A local online media company that publishes daily content on digital platforms is planning to release an article on demographic structures and distribution of Singapore in 2024.

Our task

Assuming the role of the graphical editor of the media company, you are tasked to prepare at most three data visualisation for the article.The data should be processed by using appropriate tidyverse family of packages and the data visualisation must be prepared using ggplot2 and its extensions.

Getting Started

Loading packages

We load the following R packages using the pacman::p_load() function:

tidyverse: Core collection of R packages designed for data science.
haven: To read in data formats such as SAS and SPSS.
ggrepel: to provides geoms for ggplot2 to repel overlapping text labels.
ggthemes: to use additional themes for ggplot2.
patchwork: to prepare composite figure created using ggplot2.
ggridges: to plot ridgeline plots.
ggdist: for visualizations of distributions and uncertainty.
scales: provides the internal scaling infrastructure used by ggplot2.

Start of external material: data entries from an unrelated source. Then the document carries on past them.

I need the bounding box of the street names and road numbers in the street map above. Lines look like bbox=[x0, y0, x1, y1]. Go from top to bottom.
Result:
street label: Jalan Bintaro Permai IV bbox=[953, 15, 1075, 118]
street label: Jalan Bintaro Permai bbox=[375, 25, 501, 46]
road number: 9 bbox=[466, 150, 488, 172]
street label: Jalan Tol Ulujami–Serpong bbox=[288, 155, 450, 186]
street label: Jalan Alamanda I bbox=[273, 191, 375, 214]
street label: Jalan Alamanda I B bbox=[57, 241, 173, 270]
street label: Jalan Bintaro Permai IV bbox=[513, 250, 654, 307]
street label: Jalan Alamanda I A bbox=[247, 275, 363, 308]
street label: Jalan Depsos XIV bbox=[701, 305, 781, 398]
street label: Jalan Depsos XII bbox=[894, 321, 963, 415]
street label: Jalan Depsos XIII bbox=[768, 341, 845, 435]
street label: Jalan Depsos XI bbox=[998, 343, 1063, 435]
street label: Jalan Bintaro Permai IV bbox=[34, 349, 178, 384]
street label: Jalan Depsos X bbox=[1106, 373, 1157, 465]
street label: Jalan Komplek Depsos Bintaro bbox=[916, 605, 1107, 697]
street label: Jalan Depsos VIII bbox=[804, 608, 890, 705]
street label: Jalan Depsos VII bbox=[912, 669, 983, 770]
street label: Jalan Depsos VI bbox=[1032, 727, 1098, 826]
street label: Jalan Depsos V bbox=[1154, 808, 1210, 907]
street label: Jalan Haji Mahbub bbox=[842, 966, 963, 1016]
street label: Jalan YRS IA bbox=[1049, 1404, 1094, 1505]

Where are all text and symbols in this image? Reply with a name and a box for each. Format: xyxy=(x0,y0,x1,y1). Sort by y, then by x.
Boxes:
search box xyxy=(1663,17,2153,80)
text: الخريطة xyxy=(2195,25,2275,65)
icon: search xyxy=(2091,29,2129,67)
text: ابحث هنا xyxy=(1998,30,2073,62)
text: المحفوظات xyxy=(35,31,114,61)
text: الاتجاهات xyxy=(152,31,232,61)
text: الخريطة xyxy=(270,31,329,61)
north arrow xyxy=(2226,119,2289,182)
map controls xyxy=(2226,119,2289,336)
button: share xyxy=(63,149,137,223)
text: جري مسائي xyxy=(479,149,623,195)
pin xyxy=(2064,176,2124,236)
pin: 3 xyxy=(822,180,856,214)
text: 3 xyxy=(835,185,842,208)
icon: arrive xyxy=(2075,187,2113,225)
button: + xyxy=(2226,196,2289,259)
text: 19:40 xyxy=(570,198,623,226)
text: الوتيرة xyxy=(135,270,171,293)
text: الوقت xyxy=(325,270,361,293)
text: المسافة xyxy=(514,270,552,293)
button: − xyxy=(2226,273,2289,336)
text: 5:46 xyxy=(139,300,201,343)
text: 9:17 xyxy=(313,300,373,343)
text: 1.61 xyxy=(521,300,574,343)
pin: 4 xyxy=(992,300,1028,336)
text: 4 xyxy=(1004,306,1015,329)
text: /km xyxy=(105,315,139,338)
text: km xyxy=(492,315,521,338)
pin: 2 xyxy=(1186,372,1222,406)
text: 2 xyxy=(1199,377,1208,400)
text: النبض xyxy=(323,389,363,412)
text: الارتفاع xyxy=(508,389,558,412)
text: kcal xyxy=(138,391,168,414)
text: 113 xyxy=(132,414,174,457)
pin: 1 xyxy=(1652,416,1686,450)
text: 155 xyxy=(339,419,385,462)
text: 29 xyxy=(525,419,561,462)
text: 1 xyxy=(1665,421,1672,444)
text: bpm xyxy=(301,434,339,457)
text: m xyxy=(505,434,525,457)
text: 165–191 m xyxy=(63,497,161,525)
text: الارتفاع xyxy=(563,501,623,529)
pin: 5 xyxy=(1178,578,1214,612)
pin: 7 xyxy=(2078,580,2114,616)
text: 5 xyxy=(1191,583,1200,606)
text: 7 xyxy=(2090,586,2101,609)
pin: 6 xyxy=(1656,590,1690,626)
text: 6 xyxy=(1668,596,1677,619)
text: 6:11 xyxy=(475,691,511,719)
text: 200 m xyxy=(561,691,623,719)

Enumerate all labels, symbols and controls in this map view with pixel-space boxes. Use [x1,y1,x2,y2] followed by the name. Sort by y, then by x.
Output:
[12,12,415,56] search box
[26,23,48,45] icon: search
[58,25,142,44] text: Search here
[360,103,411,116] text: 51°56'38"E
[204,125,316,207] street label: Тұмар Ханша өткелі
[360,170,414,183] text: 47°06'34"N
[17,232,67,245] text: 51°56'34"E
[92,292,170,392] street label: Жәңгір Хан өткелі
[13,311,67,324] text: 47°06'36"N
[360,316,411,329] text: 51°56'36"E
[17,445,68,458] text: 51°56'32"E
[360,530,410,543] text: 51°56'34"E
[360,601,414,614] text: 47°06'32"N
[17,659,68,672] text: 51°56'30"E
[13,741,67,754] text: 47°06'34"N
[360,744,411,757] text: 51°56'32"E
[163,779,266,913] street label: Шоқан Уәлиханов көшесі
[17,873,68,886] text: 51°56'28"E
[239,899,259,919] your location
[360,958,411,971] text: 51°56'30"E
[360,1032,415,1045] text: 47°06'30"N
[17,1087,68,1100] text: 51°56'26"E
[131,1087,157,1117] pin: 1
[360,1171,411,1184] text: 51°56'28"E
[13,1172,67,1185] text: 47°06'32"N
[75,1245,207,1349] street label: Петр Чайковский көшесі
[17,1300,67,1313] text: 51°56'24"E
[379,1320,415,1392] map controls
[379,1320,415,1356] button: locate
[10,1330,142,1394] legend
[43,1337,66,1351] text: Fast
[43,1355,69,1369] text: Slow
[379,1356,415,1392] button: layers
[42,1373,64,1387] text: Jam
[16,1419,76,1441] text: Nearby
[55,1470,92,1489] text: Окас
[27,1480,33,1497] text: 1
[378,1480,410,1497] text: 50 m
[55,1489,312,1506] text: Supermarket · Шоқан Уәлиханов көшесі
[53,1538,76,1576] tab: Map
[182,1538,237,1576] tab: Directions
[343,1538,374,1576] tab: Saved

pacman::p_load(tidyverse, haven,
               ggrepel, ggthemes,
               ggridges, ggdist,
               patchwork, scales, ggExtra)

Import data

To accomplish the task, Singapore Residents by Planning Area / Subzone, Single Year of Age and Sex, June 2024 dataset shares by Department of Statistics, Singapore (DOS) should be used.

The code chunk below imports respopagesex2024.csv into R environment by using read_csv()function of readr package. readr is one of the tidyverse package.

We import this dataset as sgresident

sgresident <- read_csv("respopagesex2024.csv ")

Data pre-processing

We first take a look at the data and check if there are any duplicates.

Glimpse of data

Using the glimpse() function, we see that the dataset consists of 60,424 rows and 6 columns. It also shows the data type of each columns and first few entries of each columns.

glimpse(sgresident)

Rows: 60,424
Columns: 6
$ PA   <chr> "Ang Mo Kio", "Ang Mo Kio", "Ang Mo Kio", "Ang Mo Kio", "Ang Mo K…
$ SZ   <chr> "Ang Mo Kio Town Centre", "Ang Mo Kio Town Centre", "Ang Mo Kio T…
$ Age  <chr> "0", "0", "1", "1", "2", "2", "3", "3", "4", "4", "5", "5", "6", …
$ Sex  <chr> "Males", "Females", "Males", "Females", "Males", "Females", "Male…
$ Pop  <dbl> 10, 10, 10, 10, 10, 10, 10, 10, 30, 10, 20, 10, 20, 30, 30, 10, 3…
$ Time <dbl> 2024, 2024, 2024, 2024, 2024, 2024, 2024, 2024, 2024, 2024, 2024,…

Check for duplicates

Using the duplicated() function, we see that there are no duplicate entries in the data.

sgresident[duplicated(sgresident),]

# A tibble: 0 × 6
# ℹ 6 variables: PA <chr>, SZ <chr>, Age <chr>, Sex <chr>, Pop <dbl>,
#   Time <dbl>

There is 0 rows that has duplicated results. The next step will be changing the inappropriate data type and checking for missing values as we needed. Due there are only 6 columns (which means 6 variables only), it is not neccessary for us to filter variables anymore.

Change data type of selected variables

Variables with inappropriate data type are Age, Sex, Time. Starting from Age:

The as.numeric() function in R is a crucial tool for data manipulation, allowing users to convert data into numeric form.

sgresident <- sgresident %>% 
  mutate(Age = as.numeric(Age))

Converting Sex column for better visualization, especially for consistent ordering and coloring in plots. Coloring in plots especially assign specific colors in ggplot2 will be easier. Converting Sec column to a factor with explicit levels: “Males” and “Females”. This can prevent mismatches or typos.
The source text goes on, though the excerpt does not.